In possibly the most apt Obamacare advertising scheme yet, Illinois will partner with satirical website The Onion in an effort to attract young and healthy residents to purchase coverage.
The Onion has agreed to run three banner ads promoting Get Covered Illinois, the state’s Obamacare exchange.
The Onion has also agreed to create a video, an editorial and a custom news section about Get Covered Illinois and will display the ads until March 31, the deadline for the first Obamacare open enrollment period. All the products will be produced through the exchange’s collaboration with The Onion, the Chicago Tribune reports.
“Reaching the population known as ‘Young Invincibles’ is an important part of our effort to educate and enroll all of Illinois’ uninsured population,” said Jennifer Koehler, the exchange’s executive director. “We know that to effectively reach Young Invincibles — who are 53 percent of our uninsured residents in Illinois — we have to work with non-traditional, and especially digital, sources for news and entertainment.”

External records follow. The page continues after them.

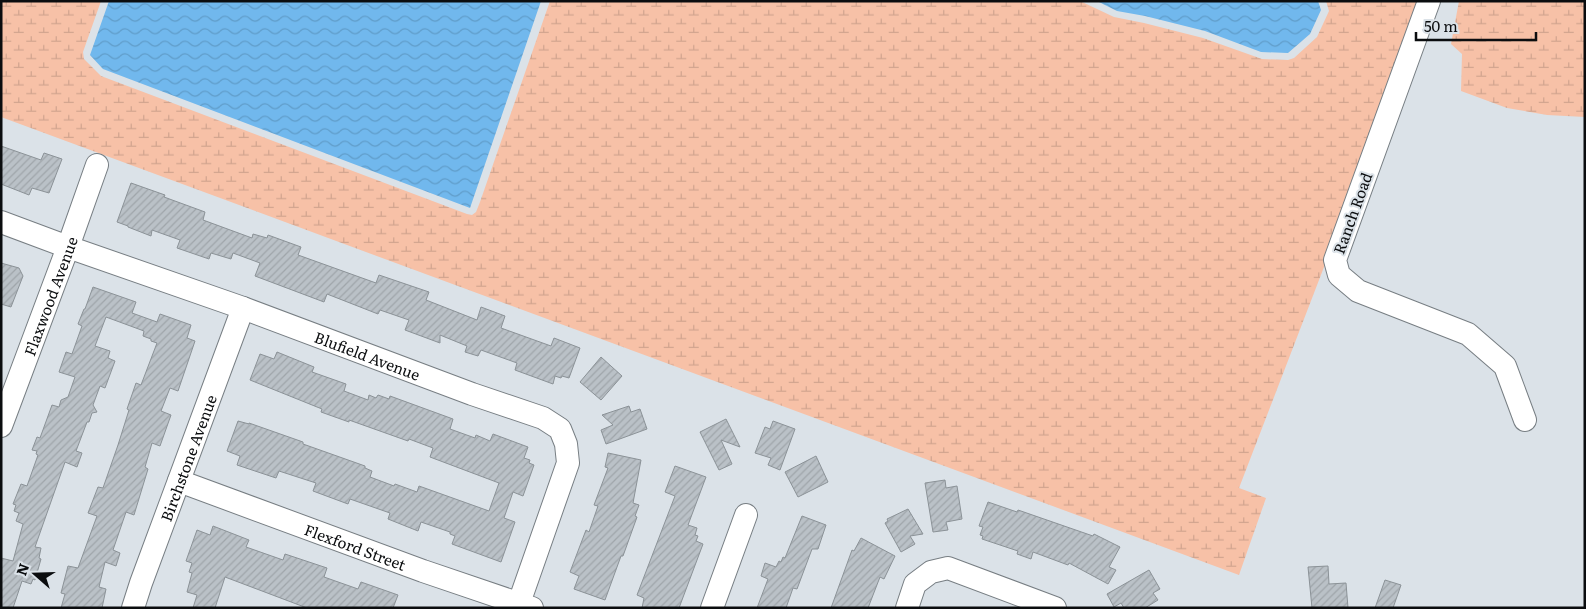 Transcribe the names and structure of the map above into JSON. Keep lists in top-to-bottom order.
{
  "streets": {
    "street": [
      "Ranch Road",
      "Flaxwood Avenue",
      "Blufield Avenue",
      "Birchstone Avenue",
      "Flexford Street"
    ]
  },
  "crossings": [
    ["Flaxwood Avenue", "Blufield Avenue"],
    ["Blufield Avenue", "Birchstone Avenue"],
    ["Blufield Avenue", "Flexford Street"],
    ["Birchstone Avenue", "Flexford Street"]
  ],
  "scale_bar": "50 m",
  "north": "left"
}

The ads, shown by the Chicago Tribune, will feature an action figure and Get Covered Illinois logo. “Man without health insurance is forced to sell action figures to pay medical bills,” the first reads; another advises users “Don’t sell your action figures.”
The last ad concludes ”Get Covered Illinois: Financial help is available.”

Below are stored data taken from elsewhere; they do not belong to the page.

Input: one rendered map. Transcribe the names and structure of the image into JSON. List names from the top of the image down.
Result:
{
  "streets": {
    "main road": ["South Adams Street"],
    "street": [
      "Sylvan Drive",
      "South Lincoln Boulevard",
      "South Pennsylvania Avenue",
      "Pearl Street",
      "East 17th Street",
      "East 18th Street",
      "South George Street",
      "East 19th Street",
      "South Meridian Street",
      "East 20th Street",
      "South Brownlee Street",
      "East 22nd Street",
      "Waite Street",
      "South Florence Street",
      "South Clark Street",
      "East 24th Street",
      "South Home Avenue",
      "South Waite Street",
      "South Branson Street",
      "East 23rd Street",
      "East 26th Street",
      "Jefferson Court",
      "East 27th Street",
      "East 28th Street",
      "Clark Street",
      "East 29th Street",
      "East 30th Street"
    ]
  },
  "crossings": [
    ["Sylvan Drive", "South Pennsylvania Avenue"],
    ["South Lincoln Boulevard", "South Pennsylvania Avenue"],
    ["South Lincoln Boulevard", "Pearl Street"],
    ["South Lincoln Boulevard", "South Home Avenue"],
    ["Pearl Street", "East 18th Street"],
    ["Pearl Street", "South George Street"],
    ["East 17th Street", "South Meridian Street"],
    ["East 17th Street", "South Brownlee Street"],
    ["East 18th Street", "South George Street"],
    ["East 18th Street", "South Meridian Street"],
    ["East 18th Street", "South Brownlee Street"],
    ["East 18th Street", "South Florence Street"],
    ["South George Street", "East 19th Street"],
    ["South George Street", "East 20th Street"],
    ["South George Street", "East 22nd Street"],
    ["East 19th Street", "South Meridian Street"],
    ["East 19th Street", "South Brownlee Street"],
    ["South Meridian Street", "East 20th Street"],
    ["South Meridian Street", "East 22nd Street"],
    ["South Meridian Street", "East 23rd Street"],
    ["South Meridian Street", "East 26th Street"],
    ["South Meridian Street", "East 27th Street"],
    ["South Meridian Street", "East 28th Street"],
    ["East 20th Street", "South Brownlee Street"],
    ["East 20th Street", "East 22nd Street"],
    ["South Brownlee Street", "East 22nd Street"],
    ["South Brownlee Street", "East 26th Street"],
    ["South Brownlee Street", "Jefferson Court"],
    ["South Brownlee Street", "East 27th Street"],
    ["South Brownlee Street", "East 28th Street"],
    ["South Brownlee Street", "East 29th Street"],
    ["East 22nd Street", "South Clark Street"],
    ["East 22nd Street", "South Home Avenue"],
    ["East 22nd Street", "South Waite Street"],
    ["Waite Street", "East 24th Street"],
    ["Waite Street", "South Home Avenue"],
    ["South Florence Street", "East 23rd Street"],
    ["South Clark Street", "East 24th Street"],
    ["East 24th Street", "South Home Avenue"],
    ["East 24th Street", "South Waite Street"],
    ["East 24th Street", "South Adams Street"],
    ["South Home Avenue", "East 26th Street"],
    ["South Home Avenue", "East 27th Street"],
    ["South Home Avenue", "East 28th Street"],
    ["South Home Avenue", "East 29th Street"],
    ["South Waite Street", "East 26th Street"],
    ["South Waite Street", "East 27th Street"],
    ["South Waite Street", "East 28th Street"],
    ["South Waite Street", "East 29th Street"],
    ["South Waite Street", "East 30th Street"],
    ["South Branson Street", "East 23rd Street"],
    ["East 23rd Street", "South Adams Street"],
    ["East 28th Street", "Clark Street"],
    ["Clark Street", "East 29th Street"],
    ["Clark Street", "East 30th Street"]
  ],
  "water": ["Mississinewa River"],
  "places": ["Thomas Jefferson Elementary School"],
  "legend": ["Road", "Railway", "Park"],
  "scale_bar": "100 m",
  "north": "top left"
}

“We are excited that Onion Labs will be able to raise awareness about the March 31 deadline for federal health coverage in an entertaining way,” said Mike McAvoy, president of Onion, Inc., in a Get Covered Illinois press release Monday.
The Onion ad buy is just $150,000 of the state’s sizable $33 million deal to market Get Covered Illinois. The president’s home state opted to run a partnership exchange with the federal government, and the Get Covered Illinois website sends potential customers to HealthCare.gov to purchase coverage.
The Department of Health and Human Services’ January report on Obamacare enrollment showed that until December 31, just 23 percent of Illinois’ enrollees were between the ages of 18 and 34 years. The Obama administration estimated that nationally, at least 39 percent of enrollees should fall between those ages to ensure a healthy enough risk pool for insurance companies.